Words of advice: Even if first class is open (the ones with the lounge chairs and private rooms / pods etc), avoid sitting in first class, though, because the flight attendants will often keep a seating chart to greet first class by name, which would be a dead giveaway for you, in which case you may be asked to move.
Airport Hack #2: Optimizing carry-on luggage
Depending on your ticket, you might not be allowed more than one personal item, meaning no bringing an extra carry on. If this is the case, there is a way to sneak an extra bag on if you absolutely need to.
On personal items and carry ons: Not all of us are minimalists, sometimes we have a lot of stuff to bring with us.
Let’s be honest – bringing extra stuff on the plane isn’t going to hurt anyone.

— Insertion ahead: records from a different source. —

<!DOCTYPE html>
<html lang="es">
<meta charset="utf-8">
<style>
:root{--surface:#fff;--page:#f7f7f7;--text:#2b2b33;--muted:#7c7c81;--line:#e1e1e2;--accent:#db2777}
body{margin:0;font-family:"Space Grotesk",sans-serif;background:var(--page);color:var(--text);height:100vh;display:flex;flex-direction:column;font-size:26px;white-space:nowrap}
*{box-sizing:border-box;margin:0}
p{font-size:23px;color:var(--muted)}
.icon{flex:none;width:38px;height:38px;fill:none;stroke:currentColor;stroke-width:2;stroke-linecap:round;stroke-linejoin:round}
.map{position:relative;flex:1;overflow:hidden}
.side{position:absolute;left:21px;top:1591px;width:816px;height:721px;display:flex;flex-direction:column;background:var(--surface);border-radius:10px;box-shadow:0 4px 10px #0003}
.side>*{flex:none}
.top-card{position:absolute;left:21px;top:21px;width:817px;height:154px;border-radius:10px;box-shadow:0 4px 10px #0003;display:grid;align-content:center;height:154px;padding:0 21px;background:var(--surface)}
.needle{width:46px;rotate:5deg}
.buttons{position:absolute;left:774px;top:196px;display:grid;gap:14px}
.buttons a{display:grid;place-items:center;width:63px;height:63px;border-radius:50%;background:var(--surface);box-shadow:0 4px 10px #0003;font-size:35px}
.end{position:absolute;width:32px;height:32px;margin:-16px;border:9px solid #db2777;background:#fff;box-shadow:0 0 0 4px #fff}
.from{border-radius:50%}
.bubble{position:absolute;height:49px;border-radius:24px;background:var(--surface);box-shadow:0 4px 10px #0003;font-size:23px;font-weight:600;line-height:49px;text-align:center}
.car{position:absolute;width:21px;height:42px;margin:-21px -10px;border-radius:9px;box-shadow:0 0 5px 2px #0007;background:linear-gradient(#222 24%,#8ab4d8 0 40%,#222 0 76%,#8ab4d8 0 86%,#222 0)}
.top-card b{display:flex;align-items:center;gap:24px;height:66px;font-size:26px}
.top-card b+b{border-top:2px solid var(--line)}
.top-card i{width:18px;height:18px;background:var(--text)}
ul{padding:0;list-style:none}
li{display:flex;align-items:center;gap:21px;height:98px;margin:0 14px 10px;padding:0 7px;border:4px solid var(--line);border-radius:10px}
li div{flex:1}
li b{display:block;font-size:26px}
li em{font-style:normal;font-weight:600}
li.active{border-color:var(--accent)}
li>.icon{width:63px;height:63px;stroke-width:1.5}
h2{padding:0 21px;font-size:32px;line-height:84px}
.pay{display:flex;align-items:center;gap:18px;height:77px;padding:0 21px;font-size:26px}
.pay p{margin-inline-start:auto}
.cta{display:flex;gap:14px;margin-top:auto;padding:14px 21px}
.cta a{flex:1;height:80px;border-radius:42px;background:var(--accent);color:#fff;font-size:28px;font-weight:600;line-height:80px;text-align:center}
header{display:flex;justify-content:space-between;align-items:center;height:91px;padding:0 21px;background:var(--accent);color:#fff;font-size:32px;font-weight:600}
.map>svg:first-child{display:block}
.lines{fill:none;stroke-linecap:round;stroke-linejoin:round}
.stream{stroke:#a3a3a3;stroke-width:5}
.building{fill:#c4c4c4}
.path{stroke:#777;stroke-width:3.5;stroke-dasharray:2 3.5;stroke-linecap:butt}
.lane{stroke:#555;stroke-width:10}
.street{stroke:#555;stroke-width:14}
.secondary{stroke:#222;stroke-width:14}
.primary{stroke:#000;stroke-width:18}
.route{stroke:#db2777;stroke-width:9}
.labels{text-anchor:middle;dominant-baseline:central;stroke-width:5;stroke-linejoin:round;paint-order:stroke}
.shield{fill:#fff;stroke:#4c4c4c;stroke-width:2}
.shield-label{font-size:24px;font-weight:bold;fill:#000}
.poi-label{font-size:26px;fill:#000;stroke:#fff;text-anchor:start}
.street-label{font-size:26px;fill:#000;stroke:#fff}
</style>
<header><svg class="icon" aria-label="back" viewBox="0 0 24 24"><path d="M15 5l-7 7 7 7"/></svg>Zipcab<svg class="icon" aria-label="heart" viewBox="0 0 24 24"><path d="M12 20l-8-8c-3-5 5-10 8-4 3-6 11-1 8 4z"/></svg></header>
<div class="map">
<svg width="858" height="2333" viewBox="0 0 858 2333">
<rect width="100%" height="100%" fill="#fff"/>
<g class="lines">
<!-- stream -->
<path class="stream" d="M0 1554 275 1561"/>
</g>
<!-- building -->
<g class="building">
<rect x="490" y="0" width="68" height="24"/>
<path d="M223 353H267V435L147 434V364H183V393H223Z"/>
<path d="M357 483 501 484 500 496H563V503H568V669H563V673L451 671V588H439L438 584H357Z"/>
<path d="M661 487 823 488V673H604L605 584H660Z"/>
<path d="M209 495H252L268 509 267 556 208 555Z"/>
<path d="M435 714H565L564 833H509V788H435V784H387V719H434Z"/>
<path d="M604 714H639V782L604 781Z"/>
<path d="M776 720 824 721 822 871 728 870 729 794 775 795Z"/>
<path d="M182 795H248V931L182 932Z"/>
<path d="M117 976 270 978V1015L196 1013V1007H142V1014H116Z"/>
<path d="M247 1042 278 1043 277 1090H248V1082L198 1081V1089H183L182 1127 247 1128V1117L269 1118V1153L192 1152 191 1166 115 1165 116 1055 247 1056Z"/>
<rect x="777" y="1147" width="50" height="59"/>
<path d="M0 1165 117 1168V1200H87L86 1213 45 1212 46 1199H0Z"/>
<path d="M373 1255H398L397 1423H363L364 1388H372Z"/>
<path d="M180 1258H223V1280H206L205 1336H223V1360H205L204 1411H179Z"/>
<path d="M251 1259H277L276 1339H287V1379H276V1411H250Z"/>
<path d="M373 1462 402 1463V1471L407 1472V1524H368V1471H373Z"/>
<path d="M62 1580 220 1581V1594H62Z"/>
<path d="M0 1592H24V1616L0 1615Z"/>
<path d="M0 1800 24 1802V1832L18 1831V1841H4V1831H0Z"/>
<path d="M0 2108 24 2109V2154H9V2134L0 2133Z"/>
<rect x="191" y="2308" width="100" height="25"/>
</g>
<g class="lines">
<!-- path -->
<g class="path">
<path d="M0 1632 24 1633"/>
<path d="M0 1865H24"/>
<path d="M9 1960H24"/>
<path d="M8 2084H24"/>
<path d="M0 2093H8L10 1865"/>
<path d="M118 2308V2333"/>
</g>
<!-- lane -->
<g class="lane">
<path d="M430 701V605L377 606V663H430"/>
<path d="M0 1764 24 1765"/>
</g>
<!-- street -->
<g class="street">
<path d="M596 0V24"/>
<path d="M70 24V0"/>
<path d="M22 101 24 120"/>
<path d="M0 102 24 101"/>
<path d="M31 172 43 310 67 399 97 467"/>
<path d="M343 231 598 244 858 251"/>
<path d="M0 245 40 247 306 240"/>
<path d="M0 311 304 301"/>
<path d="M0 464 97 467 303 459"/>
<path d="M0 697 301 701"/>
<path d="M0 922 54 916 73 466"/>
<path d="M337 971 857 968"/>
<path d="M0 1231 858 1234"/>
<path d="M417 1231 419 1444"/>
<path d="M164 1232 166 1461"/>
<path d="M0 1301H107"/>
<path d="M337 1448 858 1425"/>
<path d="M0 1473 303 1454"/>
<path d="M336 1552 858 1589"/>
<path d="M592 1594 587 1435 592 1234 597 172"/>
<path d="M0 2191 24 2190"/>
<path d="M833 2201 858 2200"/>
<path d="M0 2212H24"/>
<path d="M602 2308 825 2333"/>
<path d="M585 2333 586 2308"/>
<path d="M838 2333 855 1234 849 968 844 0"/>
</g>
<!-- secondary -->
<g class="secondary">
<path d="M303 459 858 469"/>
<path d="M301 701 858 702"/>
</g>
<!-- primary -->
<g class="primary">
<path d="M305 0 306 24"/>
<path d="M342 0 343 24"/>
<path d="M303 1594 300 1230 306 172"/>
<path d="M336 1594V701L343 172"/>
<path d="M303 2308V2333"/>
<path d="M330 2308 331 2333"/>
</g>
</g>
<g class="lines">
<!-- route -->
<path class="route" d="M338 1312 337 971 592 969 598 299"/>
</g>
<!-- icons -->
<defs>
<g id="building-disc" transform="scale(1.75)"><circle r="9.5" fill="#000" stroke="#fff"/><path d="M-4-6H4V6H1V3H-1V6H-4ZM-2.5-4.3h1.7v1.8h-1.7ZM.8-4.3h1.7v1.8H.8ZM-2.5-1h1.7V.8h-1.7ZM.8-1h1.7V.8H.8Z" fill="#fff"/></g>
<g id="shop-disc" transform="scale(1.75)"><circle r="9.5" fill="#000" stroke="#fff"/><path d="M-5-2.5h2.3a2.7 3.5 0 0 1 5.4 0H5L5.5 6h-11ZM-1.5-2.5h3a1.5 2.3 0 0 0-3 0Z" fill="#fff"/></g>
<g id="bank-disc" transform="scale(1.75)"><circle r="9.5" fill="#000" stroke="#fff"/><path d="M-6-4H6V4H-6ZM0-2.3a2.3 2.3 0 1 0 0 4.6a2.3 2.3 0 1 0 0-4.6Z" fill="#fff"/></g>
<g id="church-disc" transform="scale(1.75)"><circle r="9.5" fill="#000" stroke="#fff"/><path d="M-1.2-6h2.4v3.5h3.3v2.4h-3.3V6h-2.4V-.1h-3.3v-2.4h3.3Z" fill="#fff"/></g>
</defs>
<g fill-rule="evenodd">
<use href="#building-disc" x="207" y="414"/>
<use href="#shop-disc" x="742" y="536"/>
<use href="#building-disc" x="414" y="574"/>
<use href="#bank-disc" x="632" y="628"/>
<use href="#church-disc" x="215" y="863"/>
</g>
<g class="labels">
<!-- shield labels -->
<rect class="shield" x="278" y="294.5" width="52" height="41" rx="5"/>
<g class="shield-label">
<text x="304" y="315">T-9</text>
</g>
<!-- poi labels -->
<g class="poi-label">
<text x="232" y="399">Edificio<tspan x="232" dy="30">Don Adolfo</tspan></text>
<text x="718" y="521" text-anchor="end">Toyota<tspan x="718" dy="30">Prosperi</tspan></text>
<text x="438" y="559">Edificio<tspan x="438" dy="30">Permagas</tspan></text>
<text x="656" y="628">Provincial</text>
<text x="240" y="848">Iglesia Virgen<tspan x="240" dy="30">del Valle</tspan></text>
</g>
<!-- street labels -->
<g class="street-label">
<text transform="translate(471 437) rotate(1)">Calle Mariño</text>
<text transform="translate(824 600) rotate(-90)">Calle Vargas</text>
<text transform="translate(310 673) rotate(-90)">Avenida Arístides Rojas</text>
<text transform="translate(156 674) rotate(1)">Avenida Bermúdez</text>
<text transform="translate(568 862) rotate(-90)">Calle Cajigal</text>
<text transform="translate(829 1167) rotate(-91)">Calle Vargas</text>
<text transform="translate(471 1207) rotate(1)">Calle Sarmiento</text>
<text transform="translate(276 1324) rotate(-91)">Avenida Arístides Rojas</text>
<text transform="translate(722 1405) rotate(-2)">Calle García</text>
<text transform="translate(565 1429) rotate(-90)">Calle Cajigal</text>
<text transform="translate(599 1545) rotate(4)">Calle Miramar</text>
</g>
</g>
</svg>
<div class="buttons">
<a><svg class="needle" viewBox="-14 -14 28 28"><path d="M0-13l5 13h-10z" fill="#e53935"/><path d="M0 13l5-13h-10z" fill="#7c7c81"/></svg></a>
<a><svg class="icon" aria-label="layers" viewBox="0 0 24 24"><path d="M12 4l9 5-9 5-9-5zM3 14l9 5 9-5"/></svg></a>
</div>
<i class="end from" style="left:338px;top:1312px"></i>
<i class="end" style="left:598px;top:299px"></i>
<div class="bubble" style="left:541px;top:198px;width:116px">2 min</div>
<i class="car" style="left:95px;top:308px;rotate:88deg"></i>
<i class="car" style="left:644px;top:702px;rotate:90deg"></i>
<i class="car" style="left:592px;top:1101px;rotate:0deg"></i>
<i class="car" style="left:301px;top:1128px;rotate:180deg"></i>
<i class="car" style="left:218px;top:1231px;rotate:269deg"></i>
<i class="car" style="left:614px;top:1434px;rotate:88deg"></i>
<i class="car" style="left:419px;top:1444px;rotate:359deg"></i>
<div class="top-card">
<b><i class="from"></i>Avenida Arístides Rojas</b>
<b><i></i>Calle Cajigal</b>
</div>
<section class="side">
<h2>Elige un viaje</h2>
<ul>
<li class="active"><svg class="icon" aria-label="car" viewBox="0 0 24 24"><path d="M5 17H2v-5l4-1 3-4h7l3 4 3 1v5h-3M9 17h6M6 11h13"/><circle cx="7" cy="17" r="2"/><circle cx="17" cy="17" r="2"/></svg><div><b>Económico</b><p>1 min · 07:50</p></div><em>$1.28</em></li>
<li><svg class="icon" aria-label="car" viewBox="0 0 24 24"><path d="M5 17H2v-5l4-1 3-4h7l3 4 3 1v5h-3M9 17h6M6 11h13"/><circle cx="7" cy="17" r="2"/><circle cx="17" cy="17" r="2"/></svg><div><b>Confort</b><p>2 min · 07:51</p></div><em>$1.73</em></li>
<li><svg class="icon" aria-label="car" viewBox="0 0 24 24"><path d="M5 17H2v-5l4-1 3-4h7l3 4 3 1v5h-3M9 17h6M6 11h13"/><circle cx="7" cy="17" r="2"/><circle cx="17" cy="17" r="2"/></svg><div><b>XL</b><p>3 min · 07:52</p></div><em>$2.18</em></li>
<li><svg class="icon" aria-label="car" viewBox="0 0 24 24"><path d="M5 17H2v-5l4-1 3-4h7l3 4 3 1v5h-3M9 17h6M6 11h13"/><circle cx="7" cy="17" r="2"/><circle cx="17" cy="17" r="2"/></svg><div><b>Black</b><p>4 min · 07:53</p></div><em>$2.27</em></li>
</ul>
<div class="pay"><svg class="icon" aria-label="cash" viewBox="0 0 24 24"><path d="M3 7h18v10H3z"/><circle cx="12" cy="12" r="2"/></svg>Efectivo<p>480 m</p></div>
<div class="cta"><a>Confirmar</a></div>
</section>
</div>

There’s always plenty of room – and even if there weren’t, the gate attendants will start offering people a “free checked bag” directly at the gate, so there’s always a solution.
The bag rules are the airlines’ way of encouraging customers to upgrade their tickets and spend more money.
Heck, I’ve brought my guitar on the plane and stuck it in an overhead bin with absolutely no issues whatsoever. When carrying on such a large item, keep an eye out for bin space anywhere on the plane. You don’t necessarily have to use the bins directly above your seat, just find a spot that will fit your instrument and remember where you put it!
However, to ensure the overhead bin space isn’t full, consider trying to get in line to boared sooner rather than later (yes, this optimizing for Airport Hack #2 goes is the opposite strategy of Airport Hack #1).
Here’s what you do: opt for a small-ish duffel bag and a backpack, and don’t jam-pack them too full. When you walk to the gate and scan your ticket, arrange your backpack so that it is on top of your duffel with the straps of the straps of the duffel wrapped around the backpack.
(show photo here).
Voila, you have technically “consolidated” your two bags into one, and may carry on in peace! To avoid any hassles from the gatekeepers, walk up to the gate attendant with the bags in your left hand, low and at your side, with a big smile and friendly greeting, and scan your ticket / ID with your left hand exclusively.
Airport Hack #3: Masks
Mask hacks: Masks are important an a necessity on all airlines currently, however, often, masks can become uncomfortable when worn for 5+ hours on a flight because they pull on your ears.
An easy fix for this is to bend the metal nose bridge so it squeezes and affixes the mask to your face, allowing the mask to remain in place without the need of the ear-loops. Unhooking your ear loops and balancing the gently pinched mask onto your nose, I have even used a small piece of tape to keep it in place. You be the judge on what’s most comfortable, but I’ve found that it can be nice to give my ears a break from being pulled forward.
Additional options are to find a mask that has looser ear loops so that it is less tight on your face.